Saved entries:
▶
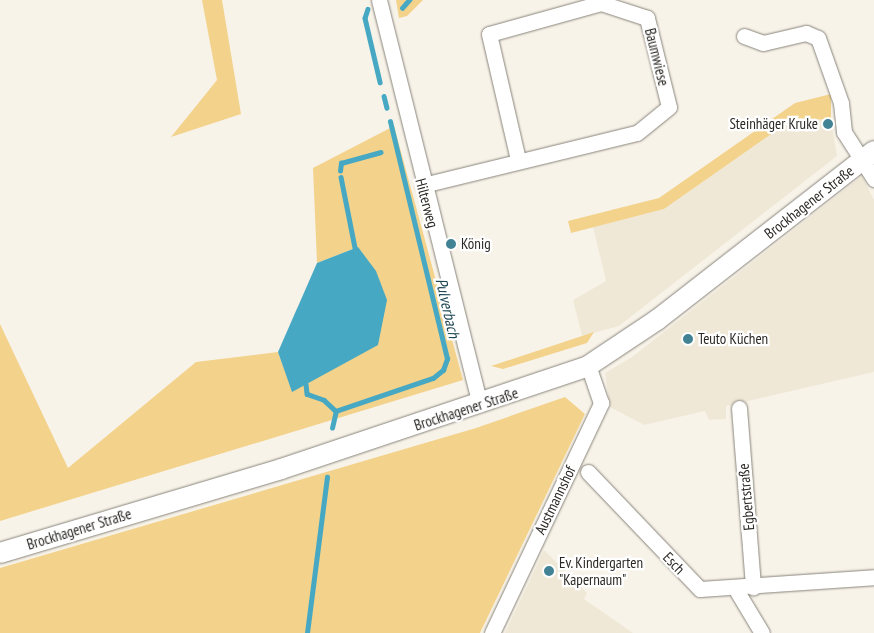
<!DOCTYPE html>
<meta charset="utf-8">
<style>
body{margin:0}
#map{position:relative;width:874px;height:633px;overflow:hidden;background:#f8f3e9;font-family:"PT Sans Narrow",sans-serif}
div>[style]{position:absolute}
.built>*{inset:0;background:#f0e8d7}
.green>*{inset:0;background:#f3d28b}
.water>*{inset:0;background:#46a8c2}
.stream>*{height:4.5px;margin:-2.25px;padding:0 2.25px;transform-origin:2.25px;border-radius:2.25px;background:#46a8c2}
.roads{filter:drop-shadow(0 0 1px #88847b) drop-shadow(0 0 1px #88847b)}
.minor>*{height:15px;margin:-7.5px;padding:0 7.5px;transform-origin:7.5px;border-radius:7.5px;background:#fff}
.major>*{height:20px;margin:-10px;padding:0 10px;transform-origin:10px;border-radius:10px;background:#fff}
.dots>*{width:14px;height:14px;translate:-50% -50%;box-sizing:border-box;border:2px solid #fff;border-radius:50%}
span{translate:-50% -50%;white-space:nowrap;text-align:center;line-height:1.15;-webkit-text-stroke:4.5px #fff;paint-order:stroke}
.street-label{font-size:15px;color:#2a2825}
.poi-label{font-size:15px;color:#2a2825}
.right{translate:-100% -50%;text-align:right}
.left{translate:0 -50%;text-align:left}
.water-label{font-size:16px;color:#1c4753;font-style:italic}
</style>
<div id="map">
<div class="built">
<i style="clip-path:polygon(794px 118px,831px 120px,837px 156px,619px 326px,582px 336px,573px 300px,606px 281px,593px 227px,664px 209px)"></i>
<i style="clip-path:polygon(862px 176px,874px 200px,874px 372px,726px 406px,726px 419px,709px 420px,705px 411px,644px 425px,610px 407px,605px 373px,632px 357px)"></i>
<i style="clip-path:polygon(544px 550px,587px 593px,584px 599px,633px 633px,505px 633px)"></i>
</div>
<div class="green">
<i style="clip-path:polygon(202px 0,222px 0,241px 114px,171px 137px,217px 80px)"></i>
<i style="clip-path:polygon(396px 0,423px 0,407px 16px,399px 18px)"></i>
<i style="clip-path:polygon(831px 94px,831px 120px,794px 118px,664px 209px,571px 233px,568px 221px,659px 198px,795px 103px)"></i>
<i style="clip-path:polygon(394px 126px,463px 380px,0 521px,0 324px,68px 468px,196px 362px,278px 352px,292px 391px,358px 247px,317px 263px,313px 168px)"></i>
<i style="clip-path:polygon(594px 332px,587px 343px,503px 369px,491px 366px)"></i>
<i style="clip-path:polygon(565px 397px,585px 414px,480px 633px,0 633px,0 568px,476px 428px)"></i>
</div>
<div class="water">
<i style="clip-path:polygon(358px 247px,376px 271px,387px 300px,378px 345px,292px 392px,278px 352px,317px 263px)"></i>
</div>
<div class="stream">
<i style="left:402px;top:8px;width:11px;rotate:-49deg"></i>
<i style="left:368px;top:9px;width:9px;rotate:108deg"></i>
<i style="left:365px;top:18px;width:66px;rotate:76.8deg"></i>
<i style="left:384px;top:96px;width:12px;rotate:76deg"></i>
<i style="left:340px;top:171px;width:8px;rotate:-83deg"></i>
<i style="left:341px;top:163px;width:41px;rotate:-15.4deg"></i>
<i style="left:341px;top:177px;width:77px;rotate:78.8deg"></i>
<i style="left:306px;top:384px;width:10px;rotate:84deg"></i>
<i style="left:307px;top:394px;width:18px;rotate:19deg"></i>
<i style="left:324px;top:400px;width:16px;rotate:43deg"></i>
<i style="left:332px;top:428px;width:17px;rotate:-77deg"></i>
<i style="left:336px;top:411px;width:102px;rotate:-18.8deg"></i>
<i style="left:433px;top:378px;width:13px;rotate:-39deg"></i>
<i style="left:443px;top:370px;width:12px;rotate:-70deg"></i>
<i style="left:447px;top:359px;width:244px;rotate:-103.5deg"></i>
<i style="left:307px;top:633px;width:157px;rotate:-82.7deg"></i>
</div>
<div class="roads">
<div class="minor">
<i style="left:379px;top:0;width:416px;rotate:76deg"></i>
<i style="left:744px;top:36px;width:20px;rotate:20deg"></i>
<i style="left:763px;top:43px;width:44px;rotate:-13.1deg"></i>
<i style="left:806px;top:33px;width:13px;rotate:23deg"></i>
<i style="left:818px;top:38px;width:69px;rotate:70.5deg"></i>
<i style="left:841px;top:103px;width:29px;rotate:84deg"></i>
<i style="left:844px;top:132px;width:56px;rotate:57.4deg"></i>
<i style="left:423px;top:185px;width:220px;rotate:-13.7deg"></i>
<i style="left:637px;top:133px;width:41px;rotate:-39.1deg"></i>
<i style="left:669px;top:107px;width:92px;rotate:-103.9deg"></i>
<i style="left:647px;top:18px;width:48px;rotate:-161.9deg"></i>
<i style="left:601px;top:3px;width:116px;rotate:164.5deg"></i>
<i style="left:489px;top:34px;width:129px;rotate:77deg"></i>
<i style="left:739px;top:408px;width:180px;rotate:85.5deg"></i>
<i style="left:588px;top:472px;width:162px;rotate:46.3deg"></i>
<i style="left:700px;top:589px;width:174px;rotate:-3.9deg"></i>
<i style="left:735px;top:588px;width:52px;rotate:59deg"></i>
<i style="left:492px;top:633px;width:255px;rotate:-64.6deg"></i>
<i style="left:601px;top:403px;width:39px;rotate:-109deg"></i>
</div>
<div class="major">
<i style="left:0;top:553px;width:293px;rotate:-16.6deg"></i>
<i style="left:281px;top:469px;width:324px;rotate:-18.5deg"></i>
<i style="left:588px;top:366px;width:83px;rotate:-33.7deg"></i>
<i style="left:657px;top:320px;width:275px;rotate:-37.9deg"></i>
</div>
</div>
<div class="dots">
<i style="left:828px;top:124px;background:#418295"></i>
<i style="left:451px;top:244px;background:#418295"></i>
<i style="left:688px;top:339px;background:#418295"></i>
<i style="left:549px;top:571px;background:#418295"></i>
</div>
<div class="street-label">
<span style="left:657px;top:57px;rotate:76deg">Baumwiese</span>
<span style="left:809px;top:202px;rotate:-38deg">Brockhagener Straße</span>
<span style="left:427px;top:203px;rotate:75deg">Hilterweg</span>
<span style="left:466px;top:409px;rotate:-18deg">Brockhagener Straße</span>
<span style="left:746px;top:497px;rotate:-95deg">Egbertstraße</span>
<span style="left:555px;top:500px;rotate:-64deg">Austmannshof</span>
<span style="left:79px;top:529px;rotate:-17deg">Brockhagener Straße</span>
<span style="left:674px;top:563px;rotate:46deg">Esch</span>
</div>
<div class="poi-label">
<span class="right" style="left:818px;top:124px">Steinhäger Kruke</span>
<span class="left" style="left:461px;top:244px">König</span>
<span class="left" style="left:698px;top:339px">Teuto Küchen</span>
<span class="left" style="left:559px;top:571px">Ev. Kindergarten<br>"Kapernaum"</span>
</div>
<div class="water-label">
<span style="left:448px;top:308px;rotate:77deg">Pulverbach</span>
</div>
</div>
◀
● WHAT NEEDS TO BE DONE: Looking at the data, how many lines hold the string "stream"? Reply with the number alone.

● YOUR SOLUTION: 2